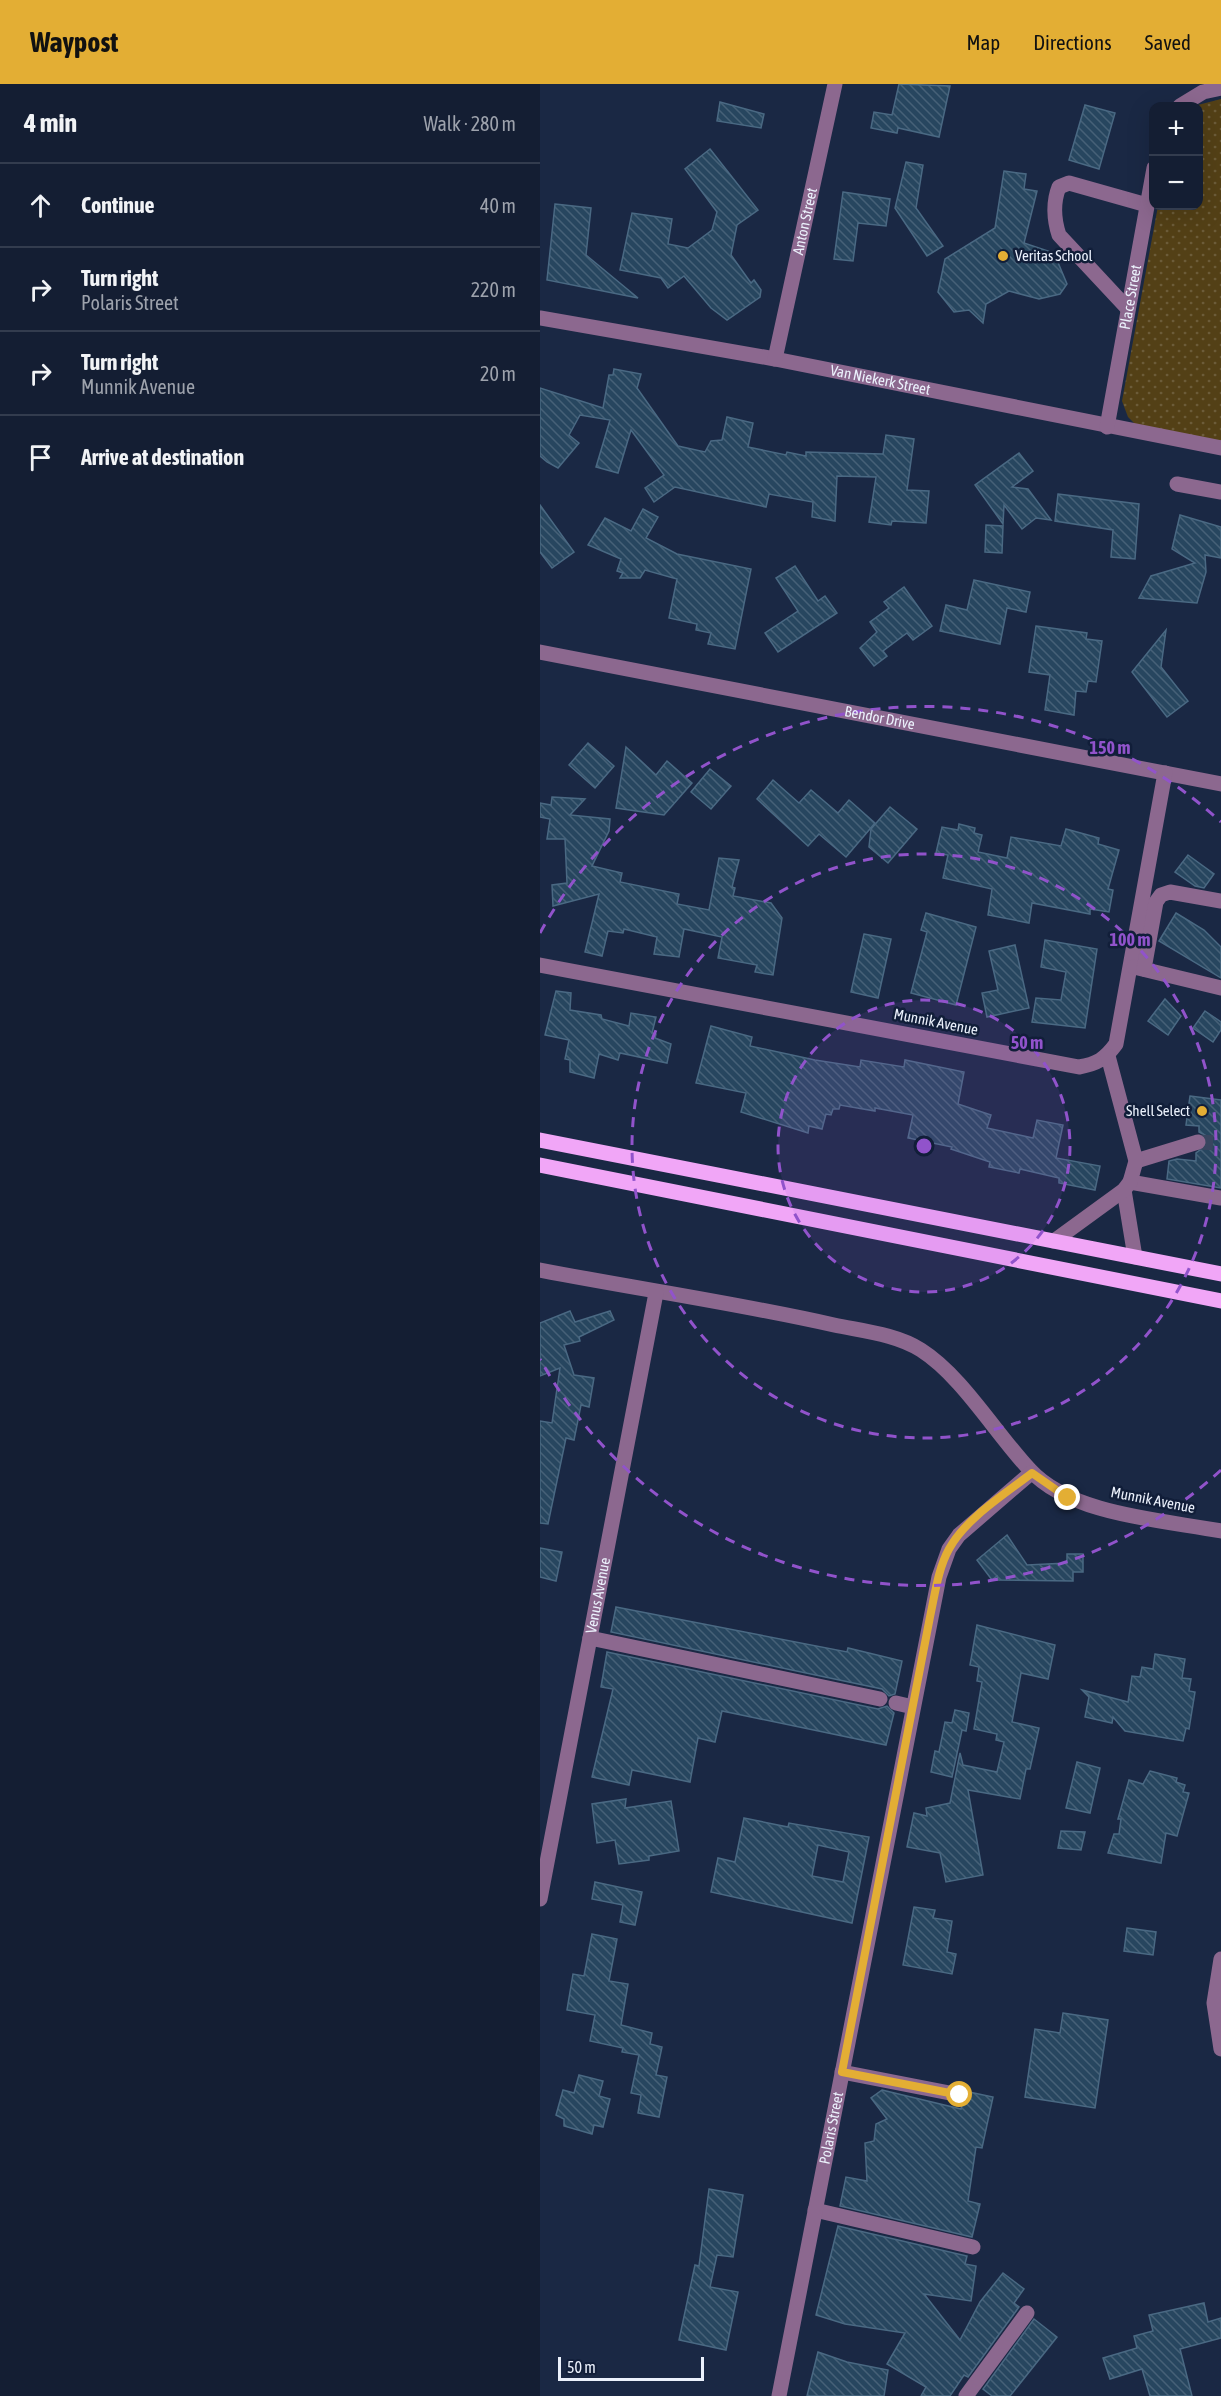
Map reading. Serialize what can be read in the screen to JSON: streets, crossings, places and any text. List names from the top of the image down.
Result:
{
  "streets": {
    "street": [
      "Anton Street",
      "Place Street",
      "Van Niekerk Street",
      "Bendor Drive",
      "Munnik Avenue",
      "Venus Avenue",
      "Polaris Street"
    ]
  },
  "crossings": [
    ["Anton Street", "Van Niekerk Street"],
    ["Place Street", "Van Niekerk Street"],
    ["Munnik Avenue", "Venus Avenue"],
    ["Munnik Avenue", "Polaris Street"]
  ],
  "places": ["Veritas School", "Shell Select"],
  "scale_bar": "50 m",
  "page": {
    "header": "Waypost",
    "nav": ["Map", "Directions", "Saved"],
    "heading": ["4 min", "Walk · 280 m"],
    "map_buttons": ["+", "−"],
    "list": [
      ["Continue", "40 m"],
      ["Turn right", "Polaris Street", "220 m"],
      ["Turn right", "Munnik Avenue", "20 m"],
      "Arrive at destination"
    ],
    "scale": "50 m"
  },
  "rings": ["150 m", "100 m", "50 m"]
}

======

REQUIRED WORK » Aside from the pictures, repeat the listing exactly.

RESPONSE FOR THIS EXERCISE »
Map reading. Serialize what can be read in the screen to JSON: streets, crossings, places and any text. List names from the top of the image down.
Result:
{
  "streets": {
    "street": [
      "Anton Street",
      "Place Street",
      "Van Niekerk Street",
      "Bendor Drive",
      "Munnik Avenue",
      "Venus Avenue",
      "Polaris Street"
    ]
  },
  "crossings": [
    ["Anton Street", "Van Niekerk Street"],
    ["Place Street", "Van Niekerk Street"],
    ["Munnik Avenue", "Venus Avenue"],
    ["Munnik Avenue", "Polaris Street"]
  ],
  "places": ["Veritas School", "Shell Select"],
  "scale_bar": "50 m",
  "page": {
    "header": "Waypost",
    "nav": ["Map", "Directions", "Saved"],
    "heading": ["4 min", "Walk · 280 m"],
    "map_buttons": ["+", "−"],
    "list": [
      ["Continue", "40 m"],
      ["Turn right", "Polaris Street", "220 m"],
      ["Turn right", "Munnik Avenue", "20 m"],
      "Arrive at destination"
    ],
    "scale": "50 m"
  },
  "rings": ["150 m", "100 m", "50 m"]
}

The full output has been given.